Work item
Going through the data below, please show each line containing the string "labels".
------------
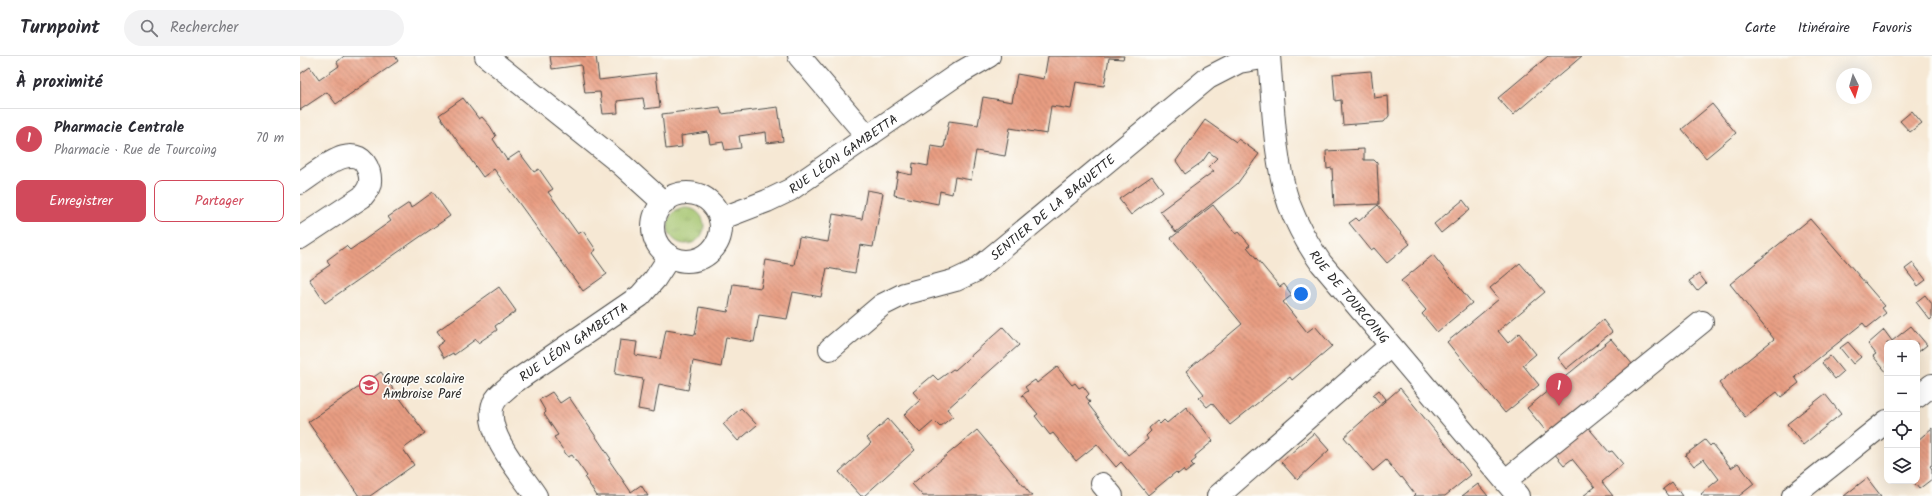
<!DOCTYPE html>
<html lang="fr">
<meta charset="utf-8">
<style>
:root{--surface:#fff;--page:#f2f2f3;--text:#2b2b33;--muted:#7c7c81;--line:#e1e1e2;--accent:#d1495b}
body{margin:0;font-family:Kalam,sans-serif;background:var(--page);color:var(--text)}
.controls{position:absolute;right:12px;bottom:12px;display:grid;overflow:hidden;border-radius:8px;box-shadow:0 4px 16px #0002}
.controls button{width:36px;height:36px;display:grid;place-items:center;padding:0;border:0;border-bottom:1px solid var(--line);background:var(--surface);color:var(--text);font:20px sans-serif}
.compass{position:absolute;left:1536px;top:12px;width:36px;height:36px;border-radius:50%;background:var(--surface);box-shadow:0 4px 16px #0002;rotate:175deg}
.you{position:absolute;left:1001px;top:238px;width:14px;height:14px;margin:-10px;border:3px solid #fff;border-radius:50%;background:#1a73e8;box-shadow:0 0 0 6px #1a73e833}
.badge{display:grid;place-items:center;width:26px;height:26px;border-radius:50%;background:var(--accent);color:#fff;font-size:13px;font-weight:700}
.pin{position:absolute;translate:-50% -33px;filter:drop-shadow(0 1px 2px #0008)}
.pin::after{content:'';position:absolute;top:21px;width:14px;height:12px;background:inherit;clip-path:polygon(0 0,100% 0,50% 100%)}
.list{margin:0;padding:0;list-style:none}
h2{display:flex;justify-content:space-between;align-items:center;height:52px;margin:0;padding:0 16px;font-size:17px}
h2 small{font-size:13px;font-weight:400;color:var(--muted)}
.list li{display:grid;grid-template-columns:26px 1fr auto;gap:12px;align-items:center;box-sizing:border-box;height:60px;padding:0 16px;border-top:1px solid var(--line)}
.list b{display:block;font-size:15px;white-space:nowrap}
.list p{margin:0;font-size:13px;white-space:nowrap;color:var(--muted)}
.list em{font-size:13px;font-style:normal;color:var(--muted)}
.actions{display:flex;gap:8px;padding:12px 16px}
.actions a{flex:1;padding:9px 0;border:1px solid var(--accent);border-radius:8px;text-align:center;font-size:14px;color:var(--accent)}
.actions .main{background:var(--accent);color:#fff}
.icon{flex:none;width:22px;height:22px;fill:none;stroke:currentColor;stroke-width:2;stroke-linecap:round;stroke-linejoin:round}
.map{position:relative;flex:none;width:1632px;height:440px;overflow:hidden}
header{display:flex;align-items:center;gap:24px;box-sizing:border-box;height:56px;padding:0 20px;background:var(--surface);border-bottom:1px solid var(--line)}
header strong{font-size:19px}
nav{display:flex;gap:22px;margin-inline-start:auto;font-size:14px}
.search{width:280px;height:36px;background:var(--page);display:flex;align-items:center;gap:10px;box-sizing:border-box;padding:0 14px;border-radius:22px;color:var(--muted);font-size:15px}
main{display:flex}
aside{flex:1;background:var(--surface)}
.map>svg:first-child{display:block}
.grass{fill:url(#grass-tufts);stroke:#66764a}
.building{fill:url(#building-back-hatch)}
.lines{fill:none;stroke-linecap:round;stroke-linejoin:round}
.minor-casing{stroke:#494744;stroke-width:24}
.major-casing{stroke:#494744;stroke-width:24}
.minor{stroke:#fff;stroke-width:22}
.major{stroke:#fff;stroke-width:22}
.labels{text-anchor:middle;stroke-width:3.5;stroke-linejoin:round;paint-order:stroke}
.street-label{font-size:13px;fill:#2b2b2b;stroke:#fdfcf7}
.poi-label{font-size:13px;fill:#2b2b2b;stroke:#fdfcf7;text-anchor:start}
</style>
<header>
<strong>Turnpoint</strong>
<div class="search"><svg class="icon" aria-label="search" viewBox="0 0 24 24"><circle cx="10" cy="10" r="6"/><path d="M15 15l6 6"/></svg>Rechercher</div>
<nav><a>Carte</a><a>Itinéraire</a><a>Favoris</a></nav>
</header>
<main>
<aside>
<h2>À proximité<small></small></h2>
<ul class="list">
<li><span class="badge">1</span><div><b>Pharmacie Centrale</b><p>Pharmacie · Rue de Tourcoing</p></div><em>70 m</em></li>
</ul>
<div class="actions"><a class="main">Enregistrer</a><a>Partager</a></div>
</aside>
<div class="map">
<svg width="1632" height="440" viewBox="0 0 1632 440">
<defs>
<pattern id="grass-tufts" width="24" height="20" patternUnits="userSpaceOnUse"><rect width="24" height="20" fill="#a2c26a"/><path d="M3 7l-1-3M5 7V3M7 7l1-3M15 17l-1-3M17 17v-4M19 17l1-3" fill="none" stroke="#849e57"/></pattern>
<pattern id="building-back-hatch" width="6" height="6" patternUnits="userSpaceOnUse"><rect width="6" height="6" fill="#e89d82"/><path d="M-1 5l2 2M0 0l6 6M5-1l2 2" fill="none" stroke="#bc806b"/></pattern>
</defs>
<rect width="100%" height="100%" fill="#fdfcf7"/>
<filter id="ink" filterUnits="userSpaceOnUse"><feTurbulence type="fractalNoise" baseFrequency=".025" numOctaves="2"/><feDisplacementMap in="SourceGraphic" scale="8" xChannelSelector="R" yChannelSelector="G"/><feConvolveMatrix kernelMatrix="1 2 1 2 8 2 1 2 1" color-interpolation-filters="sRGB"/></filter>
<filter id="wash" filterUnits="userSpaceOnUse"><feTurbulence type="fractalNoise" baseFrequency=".012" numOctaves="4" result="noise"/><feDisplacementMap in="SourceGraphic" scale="16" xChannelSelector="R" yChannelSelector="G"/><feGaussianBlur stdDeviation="0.9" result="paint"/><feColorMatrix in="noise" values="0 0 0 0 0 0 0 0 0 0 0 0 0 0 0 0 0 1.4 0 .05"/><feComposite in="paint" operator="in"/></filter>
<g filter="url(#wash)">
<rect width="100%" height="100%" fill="#f6e8d4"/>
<path class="grass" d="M368 170a18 18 0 1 1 36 0a18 18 0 1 1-36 0Z"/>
<g id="blocks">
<path class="building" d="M44,0H95L98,5L36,48L27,36L0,54V18L10,11L19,24L39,10L37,6Z
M250,0H296L299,24L356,17L360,51L345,53L343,42L317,45L318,57L303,58L300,36L285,37L281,9L252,13Z
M748,0H824L823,3L809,2L804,30L776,26L771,53L751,50L747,78L710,72L705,100L676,95L671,124L655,121L652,138L640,135L638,148L594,139L598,116L612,119L613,107L628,110L631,90L644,92L649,65L678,69L683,41L712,46L717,18L744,23Z
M1248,0H1282L1213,59L1198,42Z
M1071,15L1074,42L1088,40L1089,60L1084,66L1043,69L1041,44L1035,45L1033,18Z
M163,42L179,63L182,61L190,70L196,80L193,83L207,104L219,96L234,116L239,113L253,133L248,136L278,178L283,175L290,185L296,194L292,197L307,218L283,235L194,113L183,121L139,59Z
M1412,48L1436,77L1406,102L1382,73Z
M420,51L422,58L478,51L483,85L467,87L466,76L439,80L441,92L425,94L423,86L410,88L408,76L381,80L382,91L366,93L362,58Z
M1612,55L1622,67L1610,76L1600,65Z
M905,64L936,86L938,83L959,98L937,128L876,176L860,155L914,115L908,111L917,102L909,96L902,106L885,118L876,105Z
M1064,93V104H1074L1077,107L1079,148L1034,150L1032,112L1027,113L1026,95Z
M852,120L863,135L831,159L819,143Z
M567,134L583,137L573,191L560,189L555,217L527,212L521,241L493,236L487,263L459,259L454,286L426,281L421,311L393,305L388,334L359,328L354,356L338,353L343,323L315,318L320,284L337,286L335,299L360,303L366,274L395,279L400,251L428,256L433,228L461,232L466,204L494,209L499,181L528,186L533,158L562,163Z
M133,136L150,160L25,247L9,223L30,209L27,204L46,190L50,194L91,165L88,161L109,147L111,152Z
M1163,144L1170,153L1141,177L1134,168Z
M913,149L936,178L939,176L950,189L947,191L980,231L984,228L992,239L983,246L1007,276L1015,270L1032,290L992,324L990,321L930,369L912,347L907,351L899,342L904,338L886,315L942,268L871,182Z
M1078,149L1110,188L1087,207L1074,192L1071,194L1049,167L1056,162L1059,165Z
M1510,163L1585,250L1582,252L1586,257L1567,272L1563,267L1495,321L1499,327L1481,341L1477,336L1445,361L1419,327L1474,283L1430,228Z
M1133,199L1172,247L1137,276L1122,258L1126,254L1101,225Z
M1220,207L1245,236L1198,275L1208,287L1219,277L1236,298L1223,309L1239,329L1205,357L1147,286L1199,243L1190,232Z
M1613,207L1626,224L1618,230L1605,213Z
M1399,218L1406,227L1397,235L1389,225Z
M199,231L216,255L195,270L197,274L178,287L176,283L154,299L153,297L144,302L137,290L144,285L137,275Z
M1625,239L1632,248V262L1630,264L1616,246Z
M1303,264L1312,276L1266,313L1257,302Z
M1611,270L1627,289L1617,297V287H1587V317L1573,300L1576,298L1568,288L1584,274L1592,285Z
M703,271L719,289L647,353L653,360L640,371L634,365L620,377L604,359L620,344L613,336L633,319L638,324L653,313L655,314Z
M1311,283L1333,309L1249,379L1227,352Z
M1548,286L1561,301L1553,308L1540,292Z
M1530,300L1543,316L1535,323L1522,307Z
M757,311L772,329L775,327L779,332L783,330L789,338L786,341L790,346L788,348L828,399L848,383L846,380L851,375L849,372L857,365L860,368L864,364L867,367L886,351L913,385L895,400L896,403L891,407L894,410L885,417L883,414L878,418L876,416L848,439L821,406L816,411L797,388L776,405L753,377L750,379L735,360L738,358L722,339L728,335L725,331L735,324L737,327Z
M81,316L125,377L103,393L114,409L70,440H59L8,366Z
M1100,332L1171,419L1145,440H1113L1115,438L1102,421L1101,422L1086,404L1073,415L1044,381Z
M1079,334L1086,343L1080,347L1073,339Z
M252,336L260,347L269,341L311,403L309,404L331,436L341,429L348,440H297L285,422L287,420L272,399L268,401L254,381L258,379L244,358L246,356L239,344Z
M1525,338L1541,358L1503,389L1487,368Z
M441,352L457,369L438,385L423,368Z
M588,363L615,394L564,440H561L539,416L571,387L567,382Z
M1286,369L1309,396L1312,395L1323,408L1302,426L1313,440H1283L1295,431L1272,403L1264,409L1253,396Z
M1632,372V409L1630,410L1632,413V423L1619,433L1613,425H1617V385Z
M677,374L732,440H623L612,428Z
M1014,377L1029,394L997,424L981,406Z
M1405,384L1410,390L1412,388L1431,412L1438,407L1454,428L1439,440H1403L1401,438L1419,423L1404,403L1394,410L1385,399Z
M1567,422L1581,440H1544Z
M1372,426L1382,440H1368L1363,433Z
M1178,428L1188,440H1162Z"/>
</g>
</g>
<g filter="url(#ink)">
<use href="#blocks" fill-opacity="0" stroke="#494744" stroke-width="1"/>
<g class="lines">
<defs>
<g id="minor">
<path d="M186,0L322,109L364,147"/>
<path d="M499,0L568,81"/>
<path d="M0,127C18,116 57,79 69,116C72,127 69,133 62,141L0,182"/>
<circle cx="387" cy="171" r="34"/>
<path id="s1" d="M420,163L467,145L490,134L658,18L689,0"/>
<path id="s2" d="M530,293L582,249L604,238L656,224L675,215L908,22L939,6L969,1"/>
<path d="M1617,341L1632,329"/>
<path d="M1206,424L1402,266"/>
<path d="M802,428L812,440"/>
<path id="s3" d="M236,440C221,417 188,382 192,353C193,342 205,334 213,327L340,240L355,223L370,200"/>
<path d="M918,440L1090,290"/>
<path d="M1493,440L1587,365"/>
</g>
<g id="major">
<path id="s4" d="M969,0C973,46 974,105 989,148C997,169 1008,189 1021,207L1218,440"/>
</g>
</defs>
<use href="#minor" class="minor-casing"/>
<use href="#major" class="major-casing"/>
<use href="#minor" class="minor"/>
<use href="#major" class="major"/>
</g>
</g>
<defs>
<symbol id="school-ring" viewBox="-11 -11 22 22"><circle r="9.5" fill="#fdfcf7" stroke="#d1495b" stroke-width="1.5"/><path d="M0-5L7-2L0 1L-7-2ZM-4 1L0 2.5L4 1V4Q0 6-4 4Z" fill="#d1495b"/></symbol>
</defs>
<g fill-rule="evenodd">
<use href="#school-ring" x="58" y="318" width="22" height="22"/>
</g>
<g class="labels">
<g class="street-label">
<text dy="5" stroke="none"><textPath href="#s1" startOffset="140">RUE LÉON GAMBETTA</textPath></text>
<text dy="5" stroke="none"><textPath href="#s2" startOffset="268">SENTIER DE LA BAGUETTE</textPath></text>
<text dy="5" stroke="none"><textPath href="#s4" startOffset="261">RUE DE TOURCOING</textPath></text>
<text dy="5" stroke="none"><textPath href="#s3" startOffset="207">RUE LÉON GAMBETTA</textPath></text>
</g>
<g class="poi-label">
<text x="83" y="327">Groupe scolaire<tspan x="83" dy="15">Ambroise Paré</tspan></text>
</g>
</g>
</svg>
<div class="controls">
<button>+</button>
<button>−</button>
<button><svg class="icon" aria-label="locate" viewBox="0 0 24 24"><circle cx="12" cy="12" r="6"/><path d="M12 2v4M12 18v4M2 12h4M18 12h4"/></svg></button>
<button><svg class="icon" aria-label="layers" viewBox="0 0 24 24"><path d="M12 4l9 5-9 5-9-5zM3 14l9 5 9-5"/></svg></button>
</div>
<svg class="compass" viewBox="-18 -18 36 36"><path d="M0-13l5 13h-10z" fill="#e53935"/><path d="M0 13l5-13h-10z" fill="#7c7c81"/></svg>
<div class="you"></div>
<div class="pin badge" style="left:1259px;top:350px">1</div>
</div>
</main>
------------
Output
.labels{text-anchor:middle;stroke-width:3.5;stroke-linejoin:round;paint-order:stroke}
<g class="labels">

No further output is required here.